L'Opinion Indépendante

Jean Raspail, qui vient de recevoir le prix littéraire Jacques Audiberti de la ville d’Antibes, est l’un de nos écrivains les plus singuliers. Du Camp des saints au Jeu du roi en passant par L’Anneau du pêcheur, son oeuvre aristocratique et populaire scelle chez ses lecteurs des fraternités secrètes autour de valeurs nobles : l’amitié, la fidélité, l’honneur. S’il célèbre la puissance du rêve et la force du merveilleux, Jean Raspail est aussi de ces écrivains lucides qui ne peuvent adhérer à leur époque.

Opinion Indépendante : Vous venez de recevoir le Prix Jacques Audiberti. Vous sentez-vous proche de l’univers de cet écrivain ?
Jean Raspail : Je l’ai lu autrefois au début des années 50. Au même moment, j’ai vu aussi ses pièces. C’était une époque épatante car il y avait Audiberti mais aussi Anouilh, Marcel Aymé. Mais quant à dire que je suis familier de l’univers de Jacques Audiberti, non.

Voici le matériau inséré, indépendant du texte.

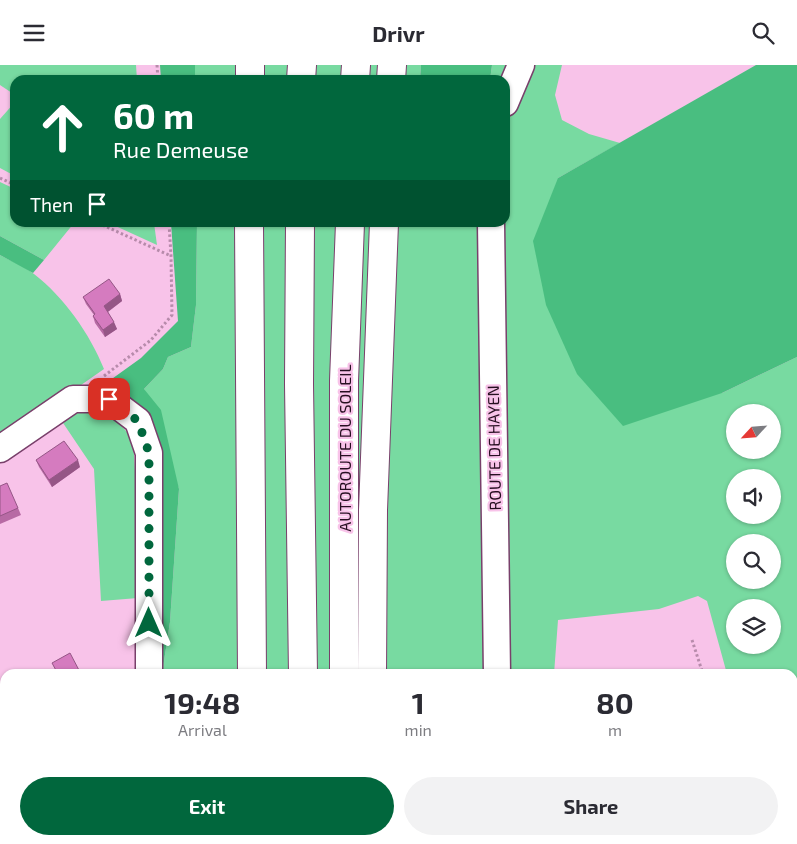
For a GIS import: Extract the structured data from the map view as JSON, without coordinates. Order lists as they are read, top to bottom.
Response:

Vos héros romanesques sont des solitaires, des individualistes qui fuient la loi du troupeau en s’élevant contre la notion de “collectivité”. N’avez-vous pas l’impression qu’aujourd’hui l’individu est “roi”, qu’il y a eu une formidable atomisation et que le collectif a disparu ?
Si l’individu est devenu roi, il n’a pas de royaume… Je ne crois pas à l’individualisme de maintenant. Tout le monde se ressemble de plus en plus. Les mentalités sont nivelées et il n’y a jamais eu autant de conformisme qu’aujourd’hui. Je ne parle même pas du “politiquement correct” et de toutes les tartes à la crème qui se baladent. Il est très difficile de s’opposer à ce genre de choses et à ce collectivisme rampant de la pensée parce qu’immédiatement le choeur des gardiens de la conscience universelle vous tombe dessus ! L’individu se replie sur lui-même mais c’est d’une façon égoïste. Il se replie sur lui-même mais il est excatement semblable à celui qui est à côté. Donc c’est de la blague ! Tout le monde pense de la même façon.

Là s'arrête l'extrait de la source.